* [YOUR OBJECTIVE] A line qualifies if it holds the string "function". Copy every qualifying line from the records.

(Saved entries)
○ ○ ○ ○ ○ ○ ○
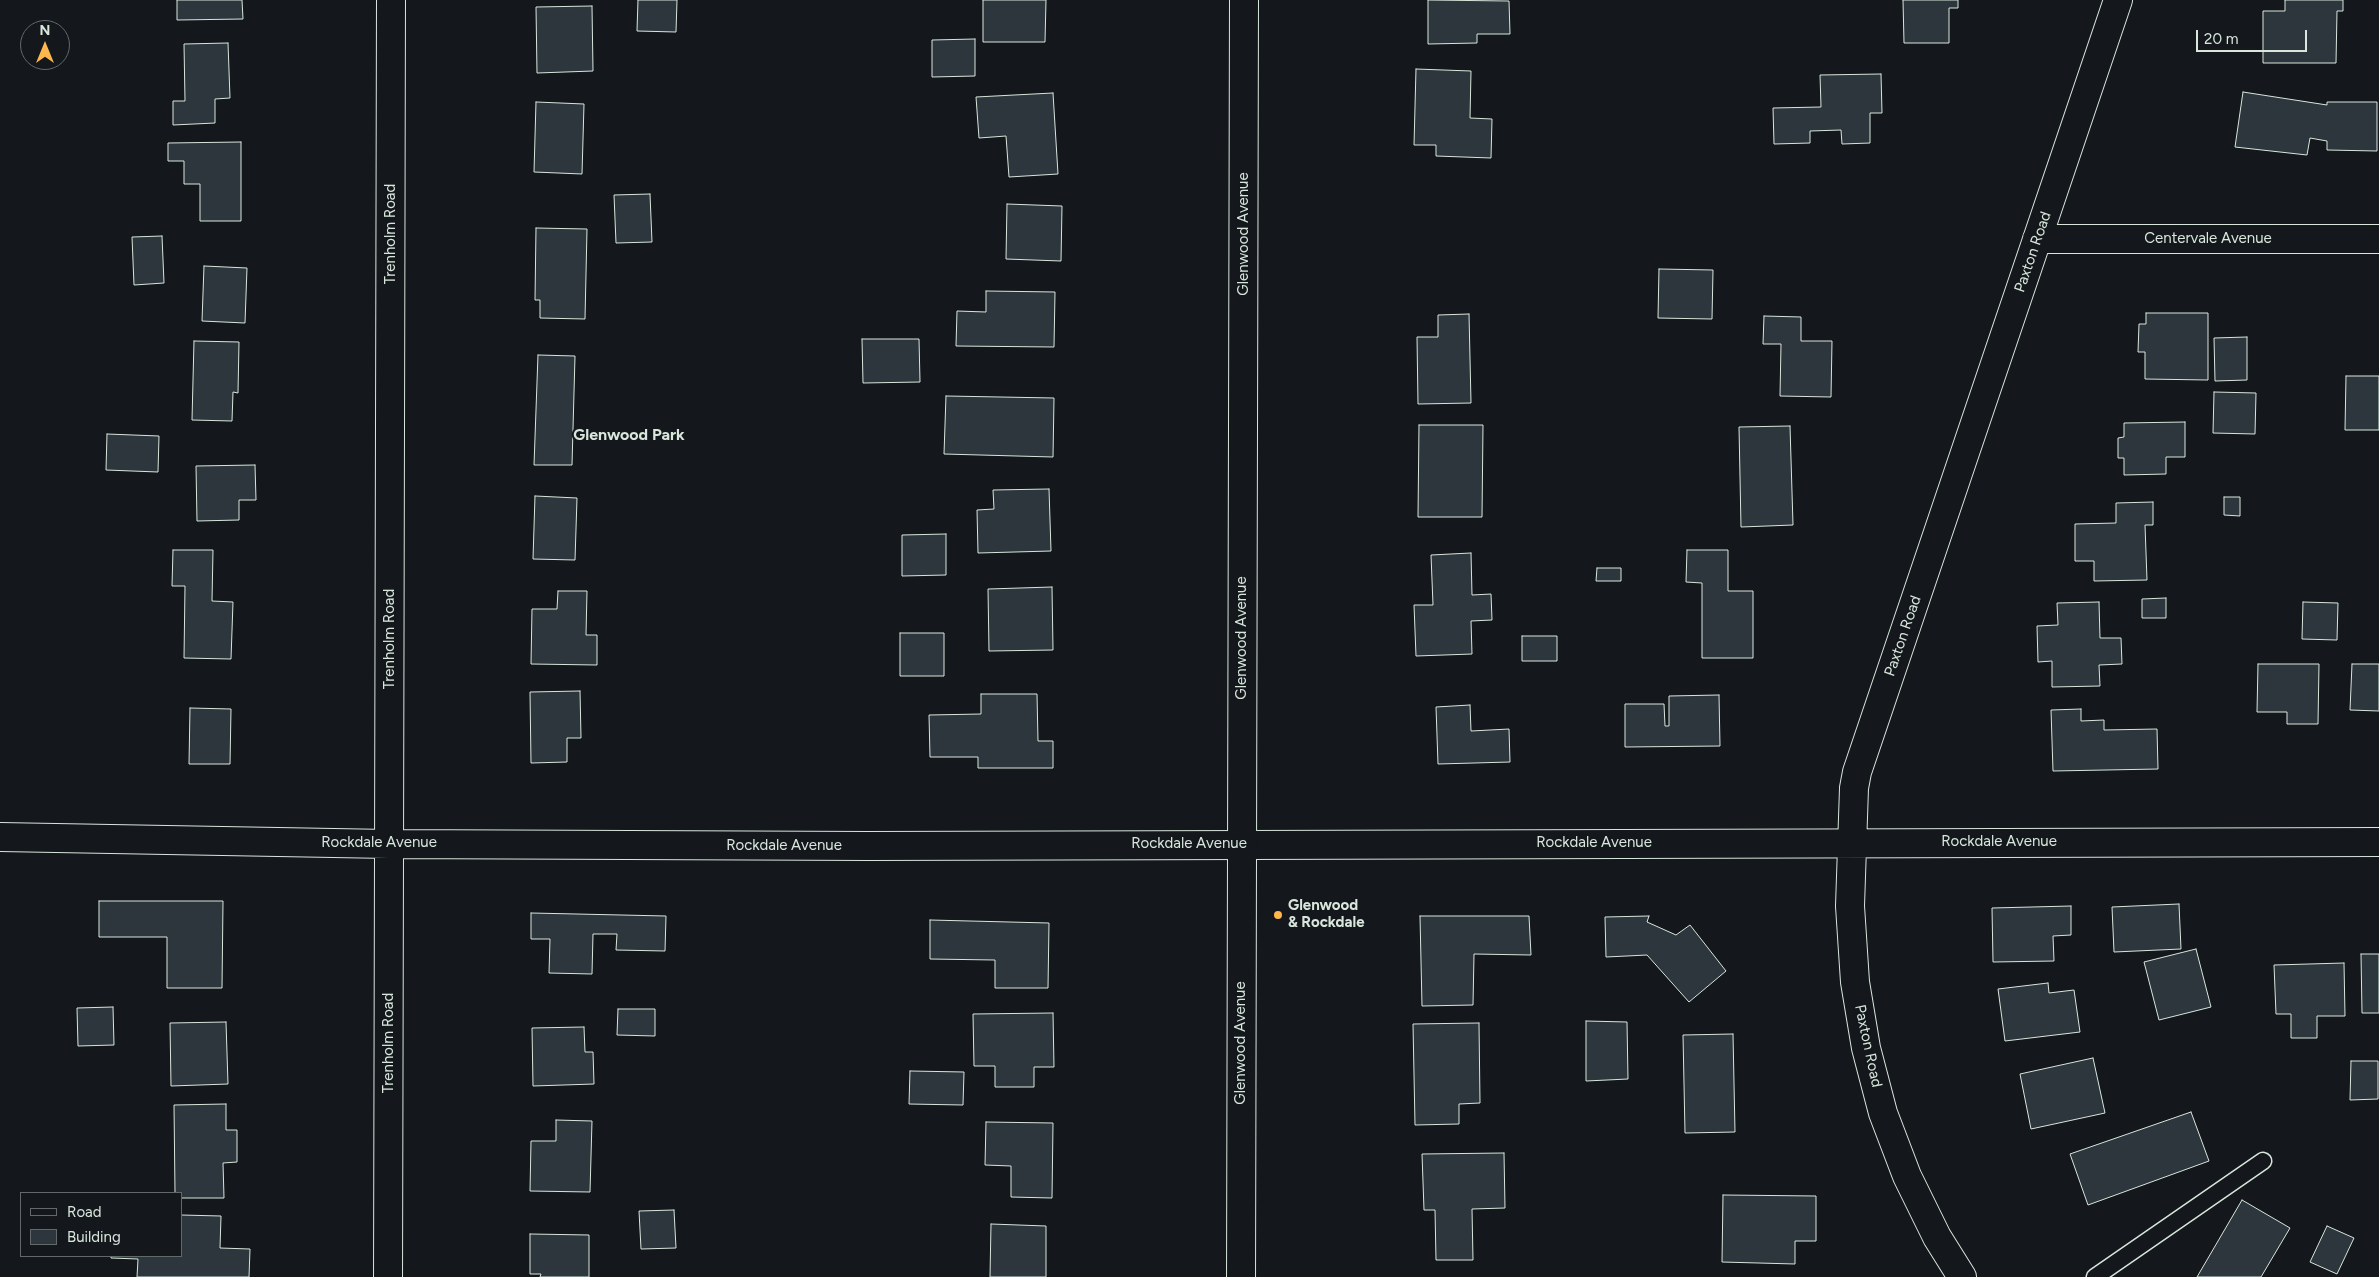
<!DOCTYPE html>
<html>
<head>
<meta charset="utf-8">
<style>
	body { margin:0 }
	#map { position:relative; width:2379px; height:1277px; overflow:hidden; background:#14181c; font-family:Figtree,sans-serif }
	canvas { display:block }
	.legend { position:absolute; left:20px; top:1192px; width:162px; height:65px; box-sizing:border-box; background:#14181c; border:1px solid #626a69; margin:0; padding:6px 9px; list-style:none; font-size:15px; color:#d8e6dc }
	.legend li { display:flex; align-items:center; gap:10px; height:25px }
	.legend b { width:25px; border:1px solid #626a69 }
	.north { position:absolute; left:20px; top:20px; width:50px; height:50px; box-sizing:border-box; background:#14181c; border:1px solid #626a69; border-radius:50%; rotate:0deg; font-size:14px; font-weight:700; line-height:20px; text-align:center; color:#d8e6dc }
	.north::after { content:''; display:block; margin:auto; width:18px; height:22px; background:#ffb74d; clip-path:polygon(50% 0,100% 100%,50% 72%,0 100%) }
	.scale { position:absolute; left:2196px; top:30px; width:111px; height:22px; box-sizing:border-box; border:2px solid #d8e6dc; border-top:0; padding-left:6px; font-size:15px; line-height:18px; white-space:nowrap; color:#d8e6dc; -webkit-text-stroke:4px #14181c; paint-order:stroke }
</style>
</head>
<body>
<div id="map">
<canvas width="2379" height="1277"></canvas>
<ul class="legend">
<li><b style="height:6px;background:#14181c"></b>Road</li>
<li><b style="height:14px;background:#2c363c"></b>Building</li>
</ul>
<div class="north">N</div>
<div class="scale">20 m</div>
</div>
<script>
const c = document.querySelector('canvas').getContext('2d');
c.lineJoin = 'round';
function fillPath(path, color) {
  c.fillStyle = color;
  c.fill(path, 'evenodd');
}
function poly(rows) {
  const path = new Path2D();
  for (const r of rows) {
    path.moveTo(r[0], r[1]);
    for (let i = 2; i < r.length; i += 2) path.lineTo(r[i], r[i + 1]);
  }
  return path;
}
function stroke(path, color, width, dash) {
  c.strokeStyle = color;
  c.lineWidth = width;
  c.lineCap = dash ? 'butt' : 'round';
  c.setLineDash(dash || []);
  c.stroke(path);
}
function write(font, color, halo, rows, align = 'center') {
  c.font = font + ' Figtree,sans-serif';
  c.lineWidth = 4;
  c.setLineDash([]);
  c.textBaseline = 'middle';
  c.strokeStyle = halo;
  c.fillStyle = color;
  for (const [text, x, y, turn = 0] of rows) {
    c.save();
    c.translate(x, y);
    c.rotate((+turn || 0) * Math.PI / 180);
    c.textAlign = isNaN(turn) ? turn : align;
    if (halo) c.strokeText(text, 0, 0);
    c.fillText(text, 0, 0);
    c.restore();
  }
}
const building = poly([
	[177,0,242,0,243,19,177,20,177,0],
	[638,0,677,0,676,32,637,31,638,0],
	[983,0,1046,0,1045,42,983,42,983,0],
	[1428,0,1509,1,1510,34,1477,34,1477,43,1428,44,1428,0],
	[1903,0,1958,0,1958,8,1949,8,1949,43,1904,43,1903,0],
	[2285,0,2343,0,2343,11,2337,11,2336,63,2263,63,2263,11,2285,11,2285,0],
	[592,6,593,71,537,73,536,7,592,6],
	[975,39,975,76,932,77,932,40,975,39],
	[228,43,230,98,215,99,215,123,173,125,173,101,185,101,184,44,228,43],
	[1416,69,1471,71,1470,118,1492,119,1491,158,1436,156,1436,145,1414,145,1416,69],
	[1881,74,1882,113,1870,113,1870,143,1842,144,1841,130,1810,131,1810,143,1774,144,1773,108,1821,107,1820,75,1881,74],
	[2243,92,2327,105,2327,102,2377,102,2377,151,2327,150,2327,141,2310,138,2307,155,2235,147,2243,92],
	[1053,93,1058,174,1009,177,1006,136,979,138,976,97,1053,93],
	[536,102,584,104,582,174,534,172,536,102],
	[241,142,241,221,200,221,200,184,184,184,184,161,168,161,168,143,241,142],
	[650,194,652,242,616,243,614,195,650,194],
	[1007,204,1062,206,1061,261,1006,259,1007,204],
	[536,228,587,229,585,319,540,318,540,300,535,300,536,228],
	[162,236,164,283,134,285,132,237,162,236],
	[204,266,247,268,245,323,202,321,204,266],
	[1659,269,1713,270,1712,319,1658,318,1659,269],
	[986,291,1055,292,1054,347,956,346,957,311,986,312,986,291],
	[2146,313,2208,313,2208,380,2145,379,2145,352,2138,352,2139,324,2146,324,2146,313],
	[1469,314,1471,403,1418,404,1417,337,1438,337,1438,315,1469,314],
	[1764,316,1801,317,1801,341,1832,341,1831,397,1780,396,1781,344,1763,344,1764,316],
	[2247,337,2247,380,2215,381,2214,338,2247,337],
	[862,339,919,339,920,382,863,383,862,339],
	[194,341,239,342,238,393,233,392,232,421,192,420,194,341],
	[538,355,575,356,572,465,534,465,538,355],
	[2346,376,2379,376,2379,430,2345,430,2346,376],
	[2214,392,2256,393,2255,434,2213,433,2214,392],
	[946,396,1054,398,1053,457,944,454,946,396],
	[2185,422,2185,457,2166,457,2166,474,2124,475,2124,458,2118,458,2118,438,2124,437,2124,423,2185,422],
	[1419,425,1483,425,1482,517,1418,517,1419,425],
	[1790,426,1793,525,1741,527,1739,427,1790,426],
	[107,434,159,436,158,472,106,470,107,434],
	[255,465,256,500,239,500,239,520,197,521,196,466,255,465],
	[1049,489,1051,551,978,553,977,510,994,509,993,490,1049,489],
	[535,496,577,498,575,560,533,559,535,496],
	[2224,497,2240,497,2240,516,2224,515,2224,497],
	[2153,502,2153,525,2145,525,2147,580,2094,581,2094,561,2075,561,2075,524,2116,523,2116,503,2153,502],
	[946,534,946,575,902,576,902,535,946,534],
	[173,550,213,550,212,601,233,602,231,659,184,658,185,586,172,586,173,550],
	[1687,550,1728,550,1728,591,1753,591,1753,658,1702,658,1702,583,1686,582,1687,550],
	[1471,553,1472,595,1491,594,1492,620,1471,621,1472,654,1416,656,1414,605,1433,605,1431,555,1471,553],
	[1597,568,1621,568,1621,581,1596,581,1597,568],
	[1052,587,1053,650,989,651,988,589,1052,587],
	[558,591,587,591,586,635,597,635,597,665,531,664,532,609,557,609,558,591],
	[2166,598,2166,618,2142,618,2142,599,2166,598],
	[2099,602,2100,638,2121,638,2122,664,2099,665,2100,686,2052,687,2052,661,2038,662,2037,626,2058,625,2057,603,2099,602],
	[2303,602,2338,603,2337,640,2302,639,2303,602],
	[900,633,944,633,944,676,900,676,900,633],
	[1522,636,1557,636,1557,661,1522,661,1522,636],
	[2258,664,2319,664,2318,724,2287,724,2287,712,2257,712,2258,664],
	[2352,664,2379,664,2379,711,2350,710,2352,664],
	[580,691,581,738,567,738,567,762,531,763,530,692,580,691],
	[981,694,1037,694,1038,741,1053,741,1053,768,978,768,978,757,930,757,929,715,981,714,981,694],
	[1719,695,1720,746,1625,747,1625,704,1664,704,1665,726,1669,726,1669,696,1719,695],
	[1470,705,1471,731,1509,729,1510,762,1438,764,1436,707,1470,705],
	[190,708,231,709,230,764,189,764,190,708],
	[2081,709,2081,721,2104,720,2104,730,2157,729,2158,769,2053,771,2051,710,2081,709],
	[99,901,223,901,222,988,167,988,167,937,99,937,99,901],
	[2179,904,2181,949,2114,952,2112,907,2179,904],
	[2071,906,2071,935,2053,936,2054,961,1993,962,1992,908,2071,906],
	[531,913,666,916,665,951,616,950,617,934,593,934,592,974,549,973,550,939,531,939,531,913],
	[1420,916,1529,916,1531,955,1474,954,1473,1005,1422,1006,1420,916],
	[1649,916,1647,922,1676,935,1690,925,1726,971,1689,1002,1647,955,1606,957,1605,917,1649,916],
	[930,920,1049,923,1048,988,995,988,995,960,930,959,930,920],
	[2196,949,2211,1007,2159,1020,2144,962,2196,949],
	[2361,954,2379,954,2379,1013,2362,1013,2361,954],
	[2344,963,2345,1016,2317,1016,2317,1038,2291,1038,2291,1014,2276,1014,2274,965,2344,963],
	[2048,983,2049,993,2074,990,2080,1032,2005,1041,1998,989,2048,983],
	[113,1007,114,1045,78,1046,77,1008,113,1007],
	[618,1009,655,1009,655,1036,617,1035,618,1009],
	[1053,1013,1054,1067,1034,1067,1034,1087,995,1087,995,1066,974,1066,973,1014,1053,1013],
	[1586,1021,1627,1022,1628,1079,1586,1081,1586,1021],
	[226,1022,228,1084,171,1086,170,1023,226,1022],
	[1479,1023,1480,1103,1459,1104,1459,1124,1415,1125,1413,1024,1479,1023],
	[584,1027,585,1052,593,1052,594,1084,533,1086,532,1028,584,1027],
	[1733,1034,1735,1132,1685,1133,1683,1035,1733,1034],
	[2093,1058,2105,1113,2031,1129,2020,1074,2093,1058],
	[2351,1061,2378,1061,2378,1099,2350,1100,2351,1061],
	[910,1071,964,1072,963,1105,909,1104,910,1071],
	[226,1104,226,1130,237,1130,237,1162,223,1163,224,1198,181,1198,181,1193,175,1193,174,1105,226,1104],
	[2191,1112,2209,1161,2088,1205,2070,1154,2191,1112],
	[556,1120,592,1121,590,1192,530,1191,531,1141,556,1141,556,1120],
	[986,1122,1053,1123,1052,1198,1011,1197,1011,1166,985,1165,986,1122],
	[1504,1153,1505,1208,1472,1209,1473,1260,1436,1260,1435,1210,1424,1210,1422,1154,1504,1153],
	[1723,1195,1816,1196,1816,1241,1795,1241,1795,1264,1722,1262,1723,1195],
	[2242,1200,2290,1228,2261,1277,2197,1277,2242,1200],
	[674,1210,676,1248,641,1249,639,1211,674,1210],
	[181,1215,221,1216,220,1248,250,1249,249,1277,137,1277,138,1259,111,1258,111,1256,181,1256,181,1215],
	[991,1224,1046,1226,1046,1277,990,1277,991,1224],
	[2327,1226,2354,1238,2337,1274,2310,1262,2327,1226],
	[530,1234,589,1235,589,1277,540,1277,541,1274,530,1274,530,1234]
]);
fillPath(building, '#2c363c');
stroke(building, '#d8e6dc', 1);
const service = poly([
	[2095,1277,2263,1161]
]);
const minor = poly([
	[2037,239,2379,239],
	[0,837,389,844,869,846,2379,842],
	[388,1277,391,0],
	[1962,1277,1937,1237,1907,1176,1883,1113,1866,1048,1855,982,1850,906,1854,788,1857,772,2118,0]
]);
const tertiary = poly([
	[1241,1277,1244,0]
]);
stroke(service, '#d8e6dc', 19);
stroke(minor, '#d8e6dc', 30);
stroke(tertiary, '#d8e6dc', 30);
stroke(service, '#14181c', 16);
stroke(minor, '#14181c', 28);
stroke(tertiary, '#14181c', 28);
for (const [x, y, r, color] of [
	[1278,915,5,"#ffb74d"]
]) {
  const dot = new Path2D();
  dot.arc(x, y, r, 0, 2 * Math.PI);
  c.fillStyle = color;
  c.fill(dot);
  stroke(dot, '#14181c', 2);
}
write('15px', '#d8e6dc', '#14181c', [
	["Trenholm Road",391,234,-90],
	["Glenwood Avenue",1244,234,-90],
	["Centervale Avenue",2208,239],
	["Paxton Road",2033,252,-71],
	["Paxton Road",1903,636,-71],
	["Glenwood Avenue",1242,638,-90],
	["Trenholm Road",390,639,-90],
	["Rockdale Avenue",1999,842],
	["Rockdale Avenue",379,843],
	["Rockdale Avenue",1594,843],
	["Rockdale Avenue",1189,844],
	["Rockdale Avenue",784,846],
	["Trenholm Road",389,1043,-90],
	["Glenwood Avenue",1241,1043,-90],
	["Paxton Road",1868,1046,78]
]);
write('bold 15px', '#d8e6dc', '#14181c', [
	["Glenwood",1288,906],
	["& Rockdale",1288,923]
], 'left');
write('bold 16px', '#d8e6dc', '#14181c', [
	["Glenwood Park",629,435]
]);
</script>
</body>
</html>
○ ○ ○ ○ ○ ○ ○
* [RESPONSE TO THIS EXERCISE]
function fillPath(path, color) {
function poly(rows) {
function stroke(path, color, width, dash) {
function write(font, color, halo, rows, align = 'center') {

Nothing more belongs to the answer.